I. — Le nouveau portrait de Richard Wagner.


Comment comprendre cependant que cette espérance reste vivace en Nietzsche, après les violentes diatribes contre Wagner, qu’il avait, en 1874, confiée à ses carnets [1] ? Cette dure critique, preuve sans doute du plus immense orgueil, est aussi, dans la pensée de Nietzsche, une précaution de méthode. Elle laisse subsister, de Wagner et de son œuvre, tout ce que cette critique ne dissolvait pas. Mais si la personne et le génie de Wagner n’avaient pas toute la grandeur de l’image que s’en était faite Nietzsche, un problème nouveau se posait : À qui appartenait le mérite d’avoir suggéré cette grande image ? N’était-ce pas tout de même à Richard Wagner ? Si la tâche de l’éducateur consiste à évoquer dans les âmes des symboles émouvants de leur mission propre, Wagner ne l’a-t-il pas accomplie en entier ? Aurait-il projeté dans une conscience l’ombre de l’artiste dionysiaque, s’il n’avait été qu’un histrion habile, despotique et corrompu ? En ce sens, la IVe Intempestive sur Richard Wagner à Bayreuth est un dernier et sincère hommage de gratitude.
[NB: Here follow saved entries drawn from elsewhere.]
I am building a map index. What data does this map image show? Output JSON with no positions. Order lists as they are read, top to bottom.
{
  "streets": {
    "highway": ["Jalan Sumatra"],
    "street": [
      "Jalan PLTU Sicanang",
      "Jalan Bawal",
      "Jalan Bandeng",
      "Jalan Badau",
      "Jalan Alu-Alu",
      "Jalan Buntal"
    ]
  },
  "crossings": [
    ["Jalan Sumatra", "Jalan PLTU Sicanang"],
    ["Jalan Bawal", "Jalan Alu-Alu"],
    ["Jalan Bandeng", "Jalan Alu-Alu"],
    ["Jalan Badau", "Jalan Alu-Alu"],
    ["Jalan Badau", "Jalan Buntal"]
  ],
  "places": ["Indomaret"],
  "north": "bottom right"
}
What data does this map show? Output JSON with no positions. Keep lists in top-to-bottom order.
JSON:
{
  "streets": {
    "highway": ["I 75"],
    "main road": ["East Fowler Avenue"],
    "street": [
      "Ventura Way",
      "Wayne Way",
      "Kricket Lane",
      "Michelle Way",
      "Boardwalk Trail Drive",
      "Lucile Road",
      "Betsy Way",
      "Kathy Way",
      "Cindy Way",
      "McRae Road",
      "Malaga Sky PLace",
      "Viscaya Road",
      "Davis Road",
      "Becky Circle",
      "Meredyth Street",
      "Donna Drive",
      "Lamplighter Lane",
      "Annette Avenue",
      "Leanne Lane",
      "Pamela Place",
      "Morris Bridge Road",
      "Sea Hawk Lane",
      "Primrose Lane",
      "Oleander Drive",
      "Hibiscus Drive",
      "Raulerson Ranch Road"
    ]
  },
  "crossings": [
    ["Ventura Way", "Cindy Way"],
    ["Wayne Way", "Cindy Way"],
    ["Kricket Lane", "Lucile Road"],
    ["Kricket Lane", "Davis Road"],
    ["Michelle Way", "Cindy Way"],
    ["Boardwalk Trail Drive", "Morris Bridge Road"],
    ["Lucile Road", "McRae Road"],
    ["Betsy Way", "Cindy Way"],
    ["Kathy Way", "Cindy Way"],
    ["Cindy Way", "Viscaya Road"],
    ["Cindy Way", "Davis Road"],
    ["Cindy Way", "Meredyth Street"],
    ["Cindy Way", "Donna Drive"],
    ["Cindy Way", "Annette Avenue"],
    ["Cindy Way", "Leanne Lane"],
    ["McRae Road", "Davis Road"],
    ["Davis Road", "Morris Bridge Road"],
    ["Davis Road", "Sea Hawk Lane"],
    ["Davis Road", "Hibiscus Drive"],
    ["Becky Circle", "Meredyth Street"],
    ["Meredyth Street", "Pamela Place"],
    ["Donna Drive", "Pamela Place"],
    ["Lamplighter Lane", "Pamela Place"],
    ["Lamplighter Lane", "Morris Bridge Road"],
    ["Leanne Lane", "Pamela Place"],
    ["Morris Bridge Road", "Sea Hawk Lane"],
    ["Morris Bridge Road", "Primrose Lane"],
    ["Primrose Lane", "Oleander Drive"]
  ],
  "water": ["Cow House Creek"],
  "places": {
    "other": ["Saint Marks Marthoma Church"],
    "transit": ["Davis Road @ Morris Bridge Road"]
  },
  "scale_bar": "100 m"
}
Mais la IVe Unzeitgemässe, si elle se donne l’apparence de justifier le wagnérisme, ne le justifie pas tout entier. Elle voulait empêcher de croître un certain wagnérisme que Nietzsche redoutait.

  1. V. La Jeunesse de Nietzsche, p. 400 sq. ; — V. Gedanken über R. Wagner, 1874. (W., X, 427-450.)